New currencies mean choice but no real difference, say experts

Zimbabweans shouldn’t panic over the country’s recent adoption of four more foreign currencies into the economy – a move that will give people more choice, say analysts.

The recent announcement by the acting governor of the Reserve Bank of Zimbabwe, Charity Dhliwayo, that the Chinese yuan, Australian dollar, Indian rupee and Japanese yen would be accepted as legal tender, set some sections of the nation panicking.

There were fears that the adoption of the Chinese currency would be tantamount to bringing back the Zimbabwean dollar to the economy.

Political commentator Rejoice Ngwenya said adopting the four other currencies would not make any difference, since people would have choice about which currency to use at individual level. “Zimbabwe was already operating under multiple currency and choices about which one to use are determined by the market and individuals,” Ngwenya said.

He added that, everything being normal, the strength of the market economy would eventually force people to migrate to the currency they used most – the US dollar.

Economist Eric Bloch said the introduction of the new currencies would not mean much improvement for the liquidity crunch.

Bloch said the Chinese yuan would be massively deposited in the banking system and gradually released into circulation. “People should not panic because the yuan will be convertible to the US dollar or other preferred currencies,” Bloch said.

He said people should feel at home with the new currencies since they were not the discarded Zimbabwean dollar.

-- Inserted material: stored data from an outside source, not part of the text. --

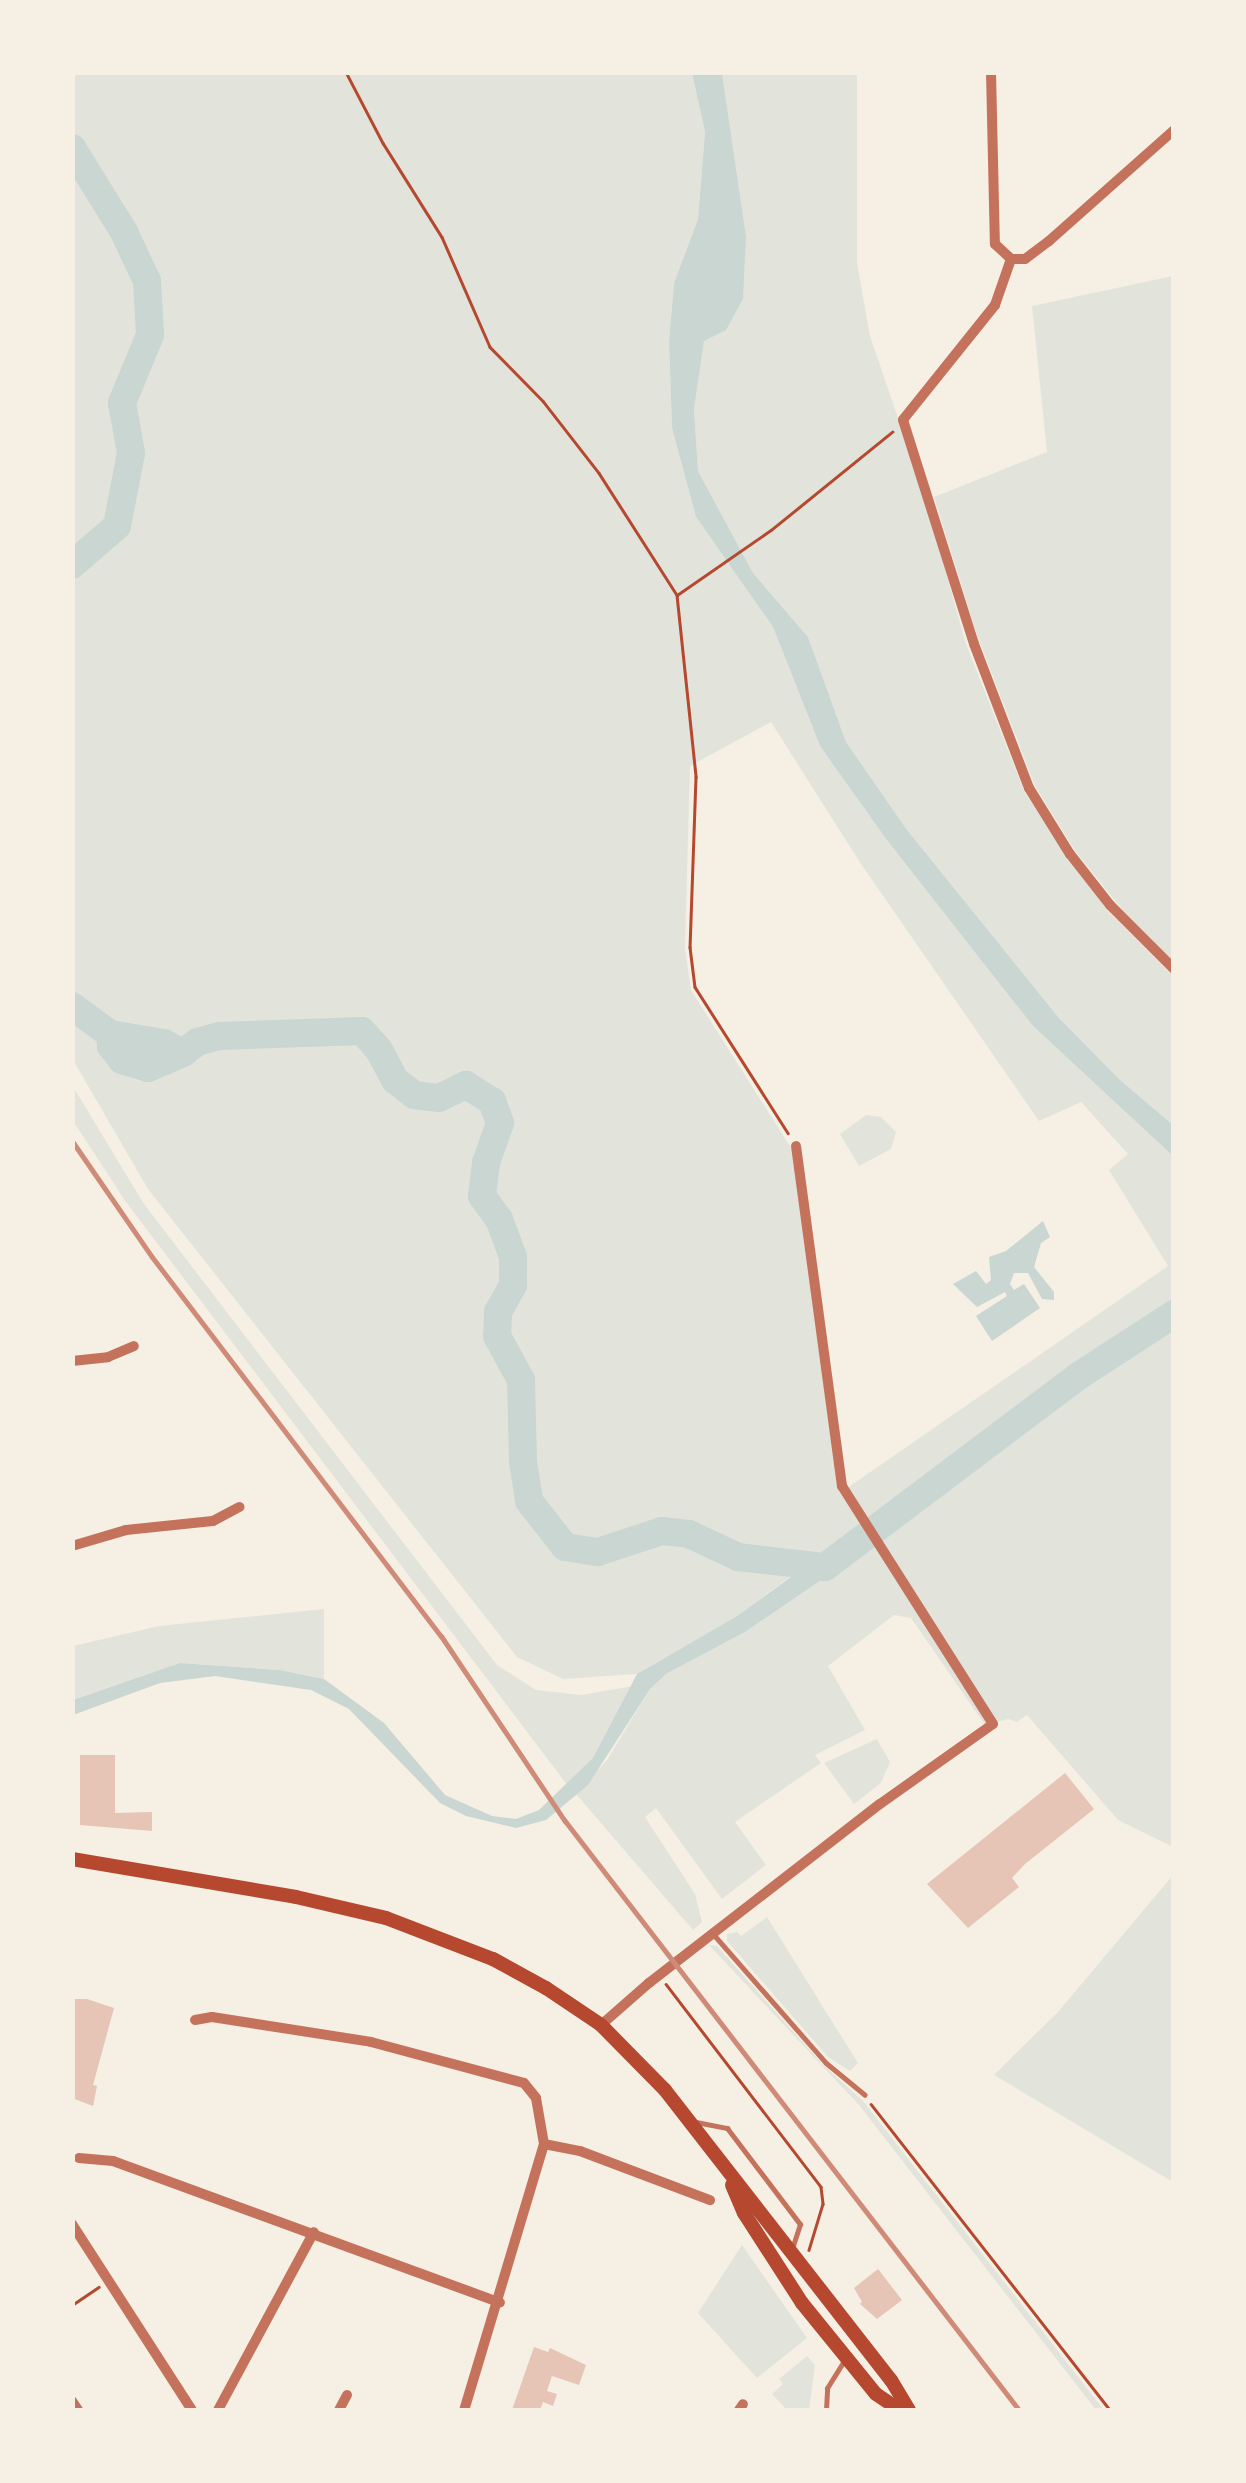 <!DOCTYPE html>
<html>
<head>
<meta charset="utf-8">
<style>
  body { margin:0 }
  #map { position:relative; width:1246px; height:2483px; overflow:hidden; background:#f6efe4; font-family:Signika,sans-serif }
  div>[style] { position:absolute }
  [style*='--x'] { left:calc(var(--x)*1px); top:calc(var(--y)*1px); width:calc(var(--w)*1px); rotate:calc(var(--a)*1deg) }
  .green>* { inset:0; background:#e2e4dc }
  .water>* { inset:0; background:#c9d6d2 }
  .river>* { height:28px; margin:-14px; padding:0 14px; transform-origin:14px; border-radius:14px; background:#c9d6d2 }
  .building>* { inset:0; background:#e6c5b7 }
  .path>* { height:2.5px; margin:-1.25px; padding:0 1.25px; transform-origin:1.25px; border-radius:1.25px; background:#b5482f }
  .service>* { height:5px; margin:-2.5px; padding:0 2.5px; transform-origin:2.5px; border-radius:2.5px; background:#c5725c }
  .minor>* { height:10px; margin:-5px; padding:0 5px; transform-origin:5px; border-radius:5px; background:#c5725c }
  .secondary>* { height:14px; margin:-7px; padding:0 7px; transform-origin:7px; border-radius:7px; background:#b5482f }
  .rail>* { height:5px; margin:-2.5px; padding:0 2.5px; transform-origin:2.5px; border-radius:2.5px; background:#cf8b77 }
  span { translate:-50% -50%; white-space:nowrap; text-align:center; line-height:1.15; -webkit-text-stroke:9px #f6efe4; paint-order:stroke }
  .frame { position:absolute; inset:0; border:75px solid #f6efe4; pointer-events:none }
</style>
</head>
<body>
<div id="map">
  <div class="green">
    <div style="clip-path:polygon(evenodd,73px 73px,692px 73px,705px 132px,698px 219px,674px 283px,669px 341px,672px 428px,696px 517px,773px 627px,820px 746px,1033px 1026px,1173px 1156px,1173px 1304px,1073px 1368px,737px 1616px,637px 1674px,563px 1679px,517px 1657px,148px 1189px,73px 1060px,73px 73px,771px 722px,859px 861px,1039px 1121px,1081px 1102px,1128px 1154px,1109px 1170px,1168px 1266px,840px 1493px,793px 1151px,691px 990px,685px 948px,690px 766px,771px 722px)"></div>
    <div style="clip-path:polygon(722px 73px,857px 73px,857px 263px,870px 336px,924px 494px,966px 644px,1025px 793px,1106px 909px,1173px 976px,1173px 1125px,1119px 1079px,1059px 1018px,907px 830px,846px 742px,808px 637px,753px 573px,698px 471px,694px 409px,704px 341px,746px 236px)"></div>
    <div style="clip-path:polygon(1173px 276px,1173px 961px,1133px 923px,1076px 852px,1035px 786px,976px 632px,934px 497px,1047px 452px,1032px 306px)"></div>
    <div style="clip-path:polygon(72px 1085px,144px 1204px,497px 1665px,536px 1690px,581px 1695px,634px 1686px,593px 1758px,568px 1786px,126px 1202px,73px 1121px)"></div>
    <div style="clip-path:polygon(866px 1115px,881px 1117px,896px 1132px,891px 1149px,859px 1166px,840px 1134px)"></div>
    <div style="clip-path:polygon(1173px 1327px,1173px 1847px,1118px 1820px,1027px 1715px,1017px 1722px,1008px 1719px,985px 1725px,911px 1618px,894px 1615px,828px 1666px,865px 1730px,815px 1755px,821px 1763px,735px 1822px,766px 1865px,722px 1899px,656px 1808px,645px 1817px,695px 1894px,702px 1922px,693px 1930px,576px 1794px,607px 1760px,650px 1689px,666px 1674px,745px 1632px,833px 1572px,1086px 1383px)"></div>
    <div style="clip-path:polygon(324px 1609px,324px 1679px,280px 1670px,180px 1663px,73px 1700px,73px 1646px,159px 1626px)"></div>
    <div style="clip-path:polygon(877px 1739px,890px 1762px,881px 1783px,854px 1804px,824px 1763px)"></div>
    <div style="clip-path:polygon(1173px 1875px,1173px 2182px,994px 2075px,1058px 2012px)"></div>
    <div style="clip-path:polygon(767px 1917px,858px 2063px,850px 2071px,828px 2057px,727px 1941px,727px 1934px,737px 1932px,741px 1936px)"></div>
    <div style="clip-path:polygon(709px 1945px,717px 1946px,823px 2065px,863px 2101px,1104px 2410px,1096px 2410px,859px 2105px)"></div>
    <div style="clip-path:polygon(742px 2245px,807px 2338px,757px 2378px,698px 2313px)"></div>
    <div style="clip-path:polygon(807px 2356px,815px 2365px,809px 2410px,787px 2410px,772px 2394px,783px 2384px,779px 2379px)"></div>
  </div>
  <div class="water">
    <div style="clip-path:polygon(692px 73px,722px 73px,746px 236px,743px 299px,726px 330px,704px 341px,694px 409px,698px 471px,753px 573px,808px 637px,846px 742px,907px 830px,1059px 1018px,1119px 1079px,1173px 1125px,1173px 1156px,1033px 1026px,887px 840px,820px 746px,773px 627px,696px 517px,672px 428px,669px 341px,674px 283px,698px 219px,705px 132px)"></div>
    <div style="clip-path:polygon(1043px 1221px,1050px 1237px,1041px 1243px,1034px 1267px,1054px 1292px,1054px 1300px,1042px 1299px,1028px 1273px,1014px 1273px,1010px 1284px,1014px 1290px,1024px 1284px,1040px 1308px,992px 1341px,976px 1316px,1007px 1296px,1005px 1292px,977px 1307px,953px 1284px,976px 1271px,986px 1284px,991px 1280px,989px 1257px,1006px 1251px)"></div>
    <div style="clip-path:polygon(802px 1569px,833px 1572px,745px 1632px,666px 1674px,650px 1689px,588px 1785px,546px 1820px,516px 1828px,466px 1816px,440px 1803px,349px 1709px,311px 1690px,215px 1676px,160px 1683px,73px 1715px,73px 1700px,180px 1663px,280px 1670px,324px 1679px,384px 1723px,445px 1795px,492px 1816px,516px 1819px,539px 1810px,593px 1758px,637px 1674px,737px 1616px)"></div>
  </div>
  <div class="river">
    <div style="--x:72;--y:148;--w:99;--a:58.2"></div>
    <div style="--x:124;--y:232;--w:54;--a:64.9"></div>
    <div style="--x:147;--y:281;--w:54;--a:86.8"></div>
    <div style="--x:150;--y:335;--w:74;--a:112.4"></div>
    <div style="--x:122;--y:403;--w:51;--a:79.8"></div>
    <div style="--x:131;--y:453;--w:74;--a:100.9"></div>
    <div style="--x:117;--y:526;--w:60;--a:139.1"></div>
    <div style="--x:72;--y:1006;--w:47;--a:36.4"></div>
    <div style="--x:110;--y:1034;--w:55;--a:9.5"></div>
    <div style="--x:164;--y:1043;--w:21;--a:28"></div>
    <div style="--x:183;--y:1053;--w:18;--a:-38"></div>
    <div style="--x:197;--y:1042;--w:24;--a:-15"></div>
    <div style="--x:220;--y:1036;--w:142;--a:-2"></div>
    <div style="--x:362;--y:1031;--w:25;--a:48"></div>
    <div style="--x:379;--y:1050;--w:34;--a:62"></div>
    <div style="--x:395;--y:1080;--w:24;--a:38"></div>
    <div style="--x:414;--y:1095;--w:25;--a:7"></div>
    <div style="--x:439;--y:1098;--w:30;--a:-26"></div>
    <div style="--x:466;--y:1085;--w:31;--a:32"></div>
    <div style="--x:492;--y:1101;--w:23;--a:70"></div>
    <div style="--x:500;--y:1123;--w:42;--a:109.3"></div>
    <div style="--x:486;--y:1163;--w:33;--a:97"></div>
    <div style="--x:482;--y:1196;--w:29;--a:54"></div>
    <div style="--x:499;--y:1219;--w:40;--a:69.8"></div>
    <div style="--x:513;--y:1257;--w:28;--a:90"></div>
    <div style="--x:513;--y:1285;--w:31;--a:119"></div>
    <div style="--x:498;--y:1312;--w:24;--a:92"></div>
    <div style="--x:497;--y:1336;--w:50;--a:61.4"></div>
    <div style="--x:521;--y:1380;--w:82;--a:88.6"></div>
    <div style="--x:523;--y:1462;--w:39;--a:81"></div>
    <div style="--x:529;--y:1501;--w:58;--a:52"></div>
    <div style="--x:565;--y:1547;--w:33;--a:9"></div>
    <div style="--x:598;--y:1552;--w:67;--a:-18.2"></div>
    <div style="--x:662;--y:1531;--w:27;--a:6"></div>
    <div style="--x:689;--y:1534;--w:54;--a:25.1"></div>
    <div style="--x:738;--y:1557;--w:88;--a:6.6"></div>
    <div style="--x:825;--y:1567;--w:316;--a:-37"></div>
    <div style="--x:1077;--y:1377;--w:116;--a:-33"></div>
    <div style="--x:110;--y:1034;--w:12;--a:85"></div>
    <div style="--x:111;--y:1046;--w:18;--a:52"></div>
    <div style="--x:122;--y:1060;--w:27;--a:17"></div>
    <div style="--x:148;--y:1068;--w:38;--a:-23"></div>
  </div>
  <div class="building">
    <div style="clip-path:polygon(80px 1755px,115px 1755px,115px 1813px,152px 1812px,152px 1831px,80px 1825px)"></div>
    <div style="clip-path:polygon(1065px 1773px,1094px 1809px,1025px 1864px,1012px 1878px,1019px 1887px,968px 1928px,927px 1884px)"></div>
    <div style="clip-path:polygon(72px 1999px,87px 1999px,114px 2008px,93px 2085px,97px 2086px,93px 2106px,72px 2098px)"></div>
    <div style="clip-path:polygon(878px 2269px,902px 2300px,877px 2319px,860px 2304px,862px 2302px,854px 2288px)"></div>
    <div style="clip-path:polygon(534px 2347px,548px 2352px,550px 2348px,586px 2365px,579px 2385px,552px 2376px,547px 2391px,557px 2394px,553px 2406px,543px 2402px,540px 2410px,512px 2410px)"></div>
  </div>
  <div class="path">
    <div style="--x:346;--y:72;--w:80;--a:62.5"></div>
    <div style="--x:383;--y:143;--w:111;--a:57.9"></div>
    <div style="--x:442;--y:237;--w:120;--a:66.4"></div>
    <div style="--x:490;--y:347;--w:76;--a:45.5"></div>
    <div style="--x:543;--y:401;--w:91;--a:52.1"></div>
    <div style="--x:599;--y:473;--w:145;--a:57.4"></div>
    <div style="--x:677;--y:595;--w:183;--a:84"></div>
    <div style="--x:696;--y:777;--w:170;--a:92"></div>
    <div style="--x:690;--y:947;--w:40;--a:82.9"></div>
    <div style="--x:695;--y:987;--w:173;--a:57.5"></div>
    <div style="--x:677;--y:595;--w:114;--a:-34.7"></div>
    <div style="--x:771;--y:530;--w:156;--a:-39"></div>
    <div style="--x:666;--y:1984;--w:255;--a:52.6"></div>
    <div style="--x:821;--y:2187;--w:17;--a:83"></div>
    <div style="--x:823;--y:2204;--w:48;--a:106.9"></div>
    <div style="--x:871;--y:2104;--w:388;--a:52"></div>
    <div style="--x:72;--y:2305;--w:32;--a:-34"></div>
  </div>
  <div class="service">
    <div style="--x:713;--y:1934;--w:171;--a:48.8"></div>
    <div style="--x:826;--y:2063;--w:50;--a:39.4"></div>
    <div style="--x:696;--y:2122;--w:32;--a:11"></div>
    <div style="--x:727;--y:2128;--w:121;--a:52.8"></div>
    <div style="--x:800;--y:2224;--w:26;--a:108"></div>
    <div style="--x:826;--y:2410;--w:22;--a:-87"></div>
    <div style="--x:827;--y:2388;--w:34;--a:-58"></div>
  </div>
  <div class="minor">
    <div style="--x:991;--y:72;--w:172;--a:88.7"></div>
    <div style="--x:995;--y:244;--w:22;--a:43"></div>
    <div style="--x:1011;--y:259;--w:49;--a:109.2"></div>
    <div style="--x:995;--y:305;--w:147;--a:128.7"></div>
    <div style="--x:903;--y:420;--w:235;--a:72.4"></div>
    <div style="--x:974;--y:644;--w:154;--a:69.1"></div>
    <div style="--x:1029;--y:788;--w:78;--a:58.2"></div>
    <div style="--x:1070;--y:854;--w:65;--a:51.9"></div>
    <div style="--x:1110;--y:905;--w:91;--a:45"></div>
    <div style="--x:1011;--y:259;--w:14;--a:0"></div>
    <div style="--x:1025;--y:259;--w:30;--a:-37"></div>
    <div style="--x:1049;--y:241;--w:167;--a:-41.6"></div>
    <div style="--x:72;--y:1361;--w:36;--a:-6"></div>
    <div style="--x:108;--y:1357;--w:28;--a:-23"></div>
    <div style="--x:72;--y:1546;--w:56;--a:-16.5"></div>
    <div style="--x:126;--y:1530;--w:87;--a:-5.9"></div>
    <div style="--x:213;--y:1521;--w:30;--a:-28"></div>
    <div style="--x:195;--y:2020;--w:17;--a:-10"></div>
    <div style="--x:212;--y:2017;--w:161;--a:8.9"></div>
    <div style="--x:371;--y:2042;--w:158;--a:15"></div>
    <div style="--x:524;--y:2083;--w:19;--a:51"></div>
    <div style="--x:536;--y:2098;--w:47;--a:80.1"></div>
    <div style="--x:544;--y:2144;--w:278;--a:106.7"></div>
    <div style="--x:601;--y:2025;--w:64;--a:-41.2"></div>
    <div style="--x:649;--y:1983;--w:292;--a:-37.8"></div>
    <div style="--x:880;--y:1804;--w:138;--a:-35.3"></div>
    <div style="--x:993;--y:1724;--w:282;--a:-122.4"></div>
    <div style="--x:842;--y:1486;--w:343;--a:-97.7"></div>
    <div style="--x:544;--y:2144;--w:37;--a:11"></div>
    <div style="--x:580;--y:2151;--w:139;--a:20.7"></div>
    <div style="--x:79;--y:2158;--w:34;--a:5"></div>
    <div style="--x:113;--y:2161;--w:412;--a:20.1"></div>
    <div style="--x:72;--y:2224;--w:221;--a:57.2"></div>
    <div style="--x:72;--y:2401;--w:11;--a:56"></div>
    <div style="--x:218;--y:2410;--w:202;--a:-61.7"></div>
    <div style="--x:339;--y:2410;--w:17;--a:-62"></div>
    <div style="--x:739;--y:2410;--w:7;--a:-56"></div>
  </div>
  <div class="secondary">
    <div style="--x:72;--y:1859;--w:227;--a:9.6"></div>
    <div style="--x:296;--y:1897;--w:92;--a:13.1"></div>
    <div style="--x:386;--y:1918;--w:115;--a:21"></div>
    <div style="--x:493;--y:1959;--w:60;--a:28.7"></div>
    <div style="--x:546;--y:1988;--w:66;--a:33.9"></div>
    <div style="--x:601;--y:2025;--w:91;--a:45.4"></div>
    <div style="--x:665;--y:2090;--w:368;--a:52.1"></div>
    <div style="--x:891;--y:2380;--w:35;--a:59"></div>
    <div style="--x:732;--y:2185;--w:30;--a:67"></div>
    <div style="--x:744;--y:2213;--w:107;--a:57.2"></div>
    <div style="--x:802;--y:2303;--w:117;--a:50.9"></div>
    <div style="--x:876;--y:2394;--w:29;--a:34"></div>
  </div>
  <div class="rail">
    <div style="--x:72;--y:1141;--w:141;--a:55.4"></div>
    <div style="--x:152;--y:1257;--w:477;--a:52.7"></div>
    <div style="--x:441;--y:1636;--w:223;--a:56.2"></div>
    <div style="--x:565;--y:1821;--w:744;--a:52.38"></div>
  </div>
  <div class="frame"></div>
</div>
</body>
</html>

The United States dollar and the South Africa rand would remain the main legal tender.

Though the Reserve Bank said the new development was as a result of improved trade between Zimbabwe and the four countries, observers said it was actually down to the severe and persistent liquidity crunch the country was experiencing.

Since the end of last year, government and some companies have struggled to pay workers’ salaries due to cash shortages.

Depositors were not spared the inconvenience, as they were either restricted by cash withdrawal limits or banks had nothing for clients to withdraw. Zimbabwe’s situation was worsened by its failure to get loans from international financial institutions, as it was blacklisted as a bad debtor.